### REQUIRED ACTION
Your response should be the complete listing, returned exactly as written.
-------- INFORMATION SHOWN --------
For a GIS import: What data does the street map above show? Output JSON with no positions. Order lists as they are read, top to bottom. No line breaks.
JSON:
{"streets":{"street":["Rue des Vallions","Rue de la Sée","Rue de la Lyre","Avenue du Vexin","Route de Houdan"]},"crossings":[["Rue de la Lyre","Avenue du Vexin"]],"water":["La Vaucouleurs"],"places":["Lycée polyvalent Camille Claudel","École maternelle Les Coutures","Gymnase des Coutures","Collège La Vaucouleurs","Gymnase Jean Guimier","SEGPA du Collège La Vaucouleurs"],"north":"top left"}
--------
### YOUR SOLUTION
For a GIS import: What data does the street map above show? Output JSON with no positions. Order lists as they are read, top to bottom. No line breaks.
JSON:
{"streets":{"street":["Rue des Vallions","Rue de la Sée","Rue de la Lyre","Avenue du Vexin","Route de Houdan"]},"crossings":[["Rue de la Lyre","Avenue du Vexin"]],"water":["La Vaucouleurs"],"places":["Lycée polyvalent Camille Claudel","École maternelle Les Coutures","Gymnase des Coutures","Collège La Vaucouleurs","Gymnase Jean Guimier","SEGPA du Collège La Vaucouleurs"],"north":"top left"}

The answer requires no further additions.